§ WHAT THIS TASK INVOLVES
Could you give back the records exactly, taking out the pictures?

§ INPUT MATERIAL
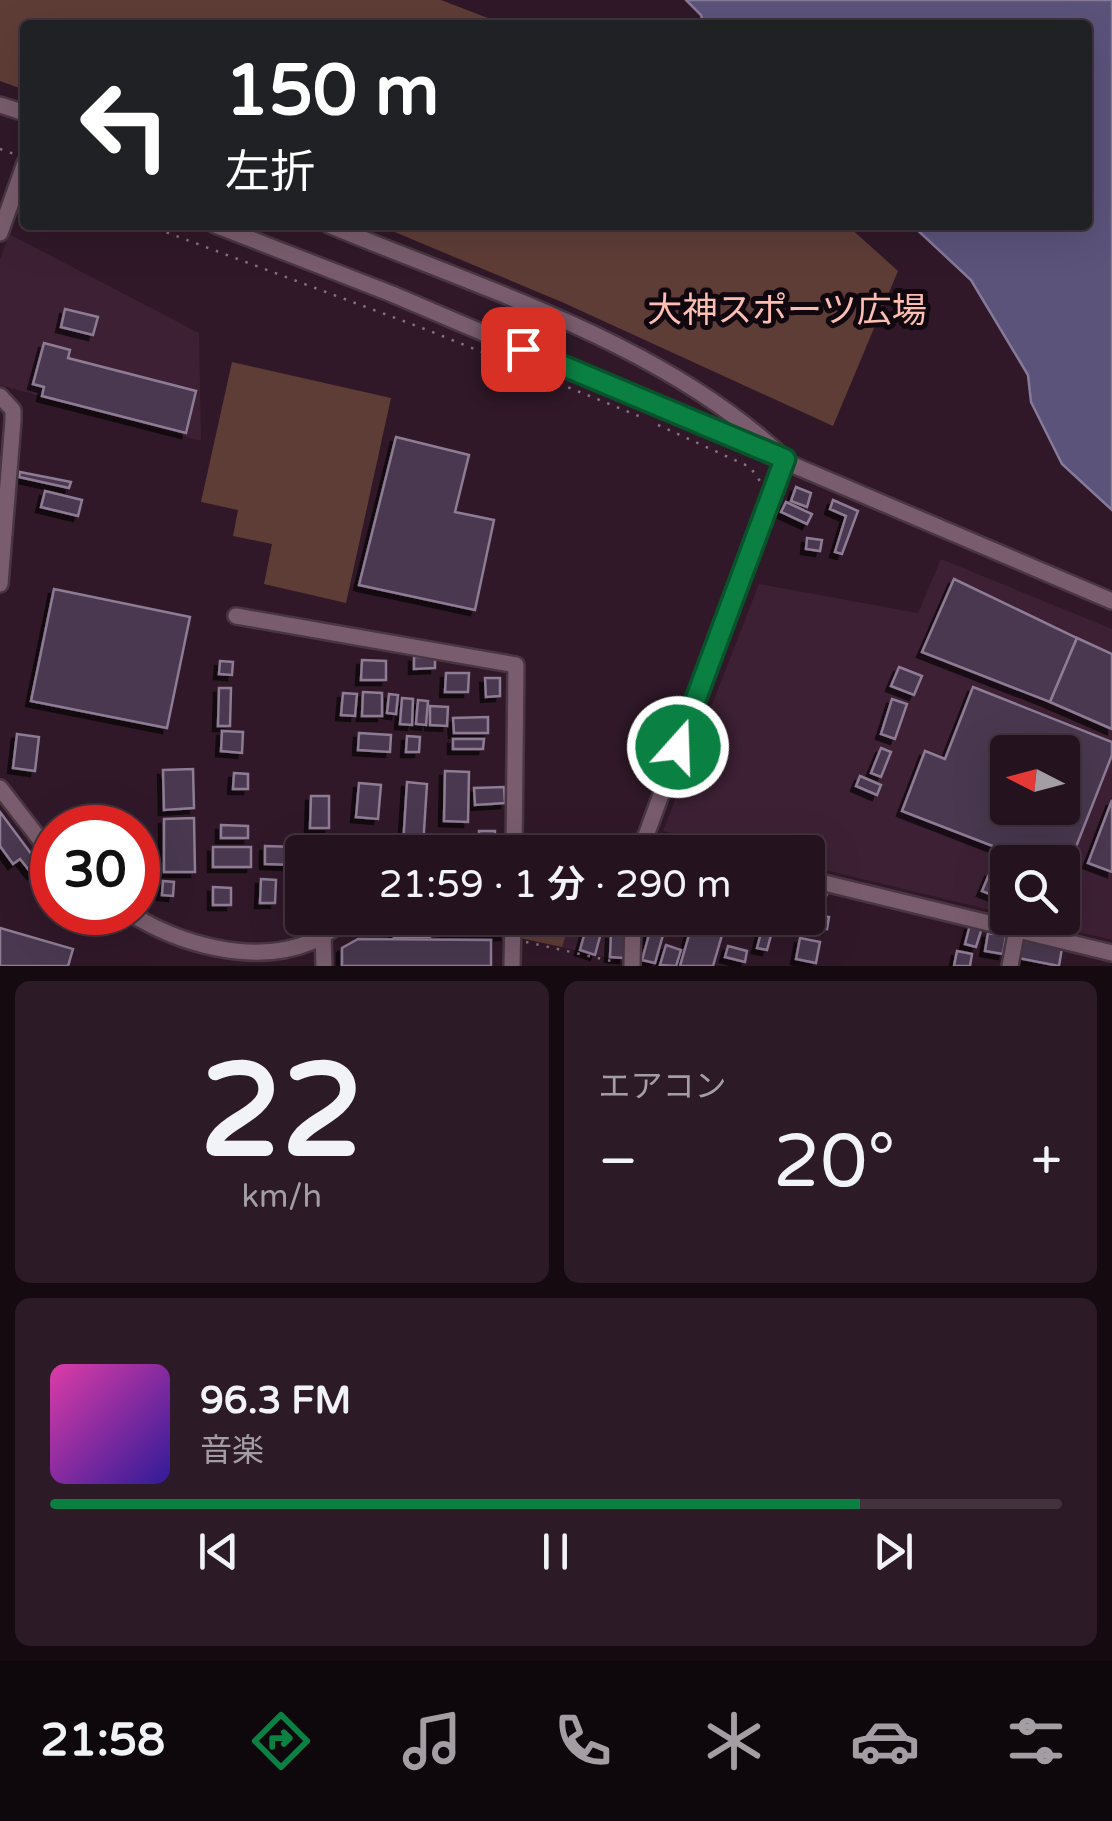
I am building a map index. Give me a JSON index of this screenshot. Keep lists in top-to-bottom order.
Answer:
{
  "parks": ["大神スポーツ広場"],
  "north": "left",
  "page": {
    "turn": ["150 m", "左折"],
    "limit": "30",
    "trip": "21:59 · 1 分 · 290 m",
    "tile": [
      ["22", "km/h"],
      "エアコン"
    ],
    "heat": ["−", "20°", "+"],
    "song": ["96.3 FM", "音楽"],
    "tabs": "21:58"
  }
}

§ ANSWER AREA
I am building a map index. Give me a JSON index of this screenshot. Keep lists in top-to-bottom order.
Answer:
{
  "parks": ["大神スポーツ広場"],
  "north": "left",
  "page": {
    "turn": ["150 m", "左折"],
    "limit": "30",
    "trip": "21:59 · 1 分 · 290 m",
    "tile": [
      ["22", "km/h"],
      "エアコン"
    ],
    "heat": ["−", "20°", "+"],
    "song": ["96.3 FM", "音楽"],
    "tabs": "21:58"
  }
}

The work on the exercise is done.